There can no longer be any doubt that Michel Gauquelin did discover something; questions remain about its importance. The effect, while real, is modest in size; it certainly has no practical importance. But it is like the baby produced by the young girl who tried to pacify her furious father by saying: “But, dad, it’s only a little one!” Orthodox science says categorically that there should be an effect, however small. Gauquelin had no doubt about the importance of his discovery, which he likened to a Copernican revolution. Critics have tried to suggest more obvious causes due to methodological faults: he managed to counter all such criticisms.

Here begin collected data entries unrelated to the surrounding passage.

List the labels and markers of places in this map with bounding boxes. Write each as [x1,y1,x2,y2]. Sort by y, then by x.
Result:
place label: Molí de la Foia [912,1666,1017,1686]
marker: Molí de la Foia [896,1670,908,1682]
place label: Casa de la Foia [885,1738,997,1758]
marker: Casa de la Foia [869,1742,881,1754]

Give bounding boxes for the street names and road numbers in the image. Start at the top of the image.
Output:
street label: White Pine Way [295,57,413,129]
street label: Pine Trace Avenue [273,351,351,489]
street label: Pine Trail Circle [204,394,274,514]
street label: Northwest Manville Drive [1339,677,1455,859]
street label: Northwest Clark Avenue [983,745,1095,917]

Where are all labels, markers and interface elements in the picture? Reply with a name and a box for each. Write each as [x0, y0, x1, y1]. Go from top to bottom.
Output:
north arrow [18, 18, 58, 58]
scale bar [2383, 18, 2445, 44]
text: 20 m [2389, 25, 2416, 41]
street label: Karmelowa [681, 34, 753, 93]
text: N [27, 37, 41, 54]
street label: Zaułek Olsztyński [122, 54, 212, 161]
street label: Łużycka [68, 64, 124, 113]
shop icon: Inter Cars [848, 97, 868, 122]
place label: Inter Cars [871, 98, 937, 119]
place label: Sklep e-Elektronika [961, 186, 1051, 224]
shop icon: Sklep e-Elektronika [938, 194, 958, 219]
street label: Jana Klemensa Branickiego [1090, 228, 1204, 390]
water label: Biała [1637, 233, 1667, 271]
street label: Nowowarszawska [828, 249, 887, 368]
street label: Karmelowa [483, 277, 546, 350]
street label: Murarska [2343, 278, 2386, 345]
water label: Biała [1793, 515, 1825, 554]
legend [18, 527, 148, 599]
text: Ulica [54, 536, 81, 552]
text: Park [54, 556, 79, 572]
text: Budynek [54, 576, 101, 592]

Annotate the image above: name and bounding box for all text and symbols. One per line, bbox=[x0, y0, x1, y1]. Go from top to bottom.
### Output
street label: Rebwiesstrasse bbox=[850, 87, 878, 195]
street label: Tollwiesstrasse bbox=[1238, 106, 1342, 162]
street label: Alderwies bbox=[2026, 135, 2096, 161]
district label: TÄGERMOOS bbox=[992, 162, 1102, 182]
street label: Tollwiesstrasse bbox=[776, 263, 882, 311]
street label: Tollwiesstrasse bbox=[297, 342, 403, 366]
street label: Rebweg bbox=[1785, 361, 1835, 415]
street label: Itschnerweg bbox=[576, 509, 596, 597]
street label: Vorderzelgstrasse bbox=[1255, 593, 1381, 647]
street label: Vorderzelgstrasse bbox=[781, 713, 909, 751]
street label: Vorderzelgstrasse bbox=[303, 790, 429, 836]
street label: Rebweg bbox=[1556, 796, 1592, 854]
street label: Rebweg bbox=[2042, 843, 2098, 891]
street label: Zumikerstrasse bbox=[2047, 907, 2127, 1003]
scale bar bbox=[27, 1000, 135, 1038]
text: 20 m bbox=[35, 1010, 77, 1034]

The only one that remained was the true statement that there was no good theory to account for his data. However, we also have no good theory to account for gravitation – or rather, we have several, none universally accepted: phenomena have to be recognised and studied before we can develop good theories. Physicists have suggested planetary influence on the magnetic field of the earth as an intermediary, but this does not seem to be well-supported as yet. We can only hope that physical scientists will take up the search; Gauquelin never doubted that a physical cause would be found for the phenomena he discovered.
Michel Gauquelin was a delightful person, witty, sociable and always ready to discuss his latest research. He was a sportsman, ranking at his best among the 50 leading tennis players in France. At many conferences we attended, we would play truant and go off to have a game on the red clay courts of France, Italy, Germany or Switzerland. Michel always seemed eminently stable, a tower of strength; he never lost his temper, however unreasonable his critics. It is difficult to understand what caused him to take his own life, although the fact that his second marriage had broken down might have been responsible for the uncharacteristic depression which descended upon him this year.
Only the future will tell us whether he opened a new chapter in scientific investigation, or whether he was deceived by some trivial error of methodology. I would bet on the former alternative, but only time will tell. Where so many determined critics – philosophers, physicists, astronomers, mathematicians – have failed to find a fault, it is not unreasonable to assume that there really is something factual to investigate. If there is, Michel Gauquelin’s name will forever be associated with that discovery.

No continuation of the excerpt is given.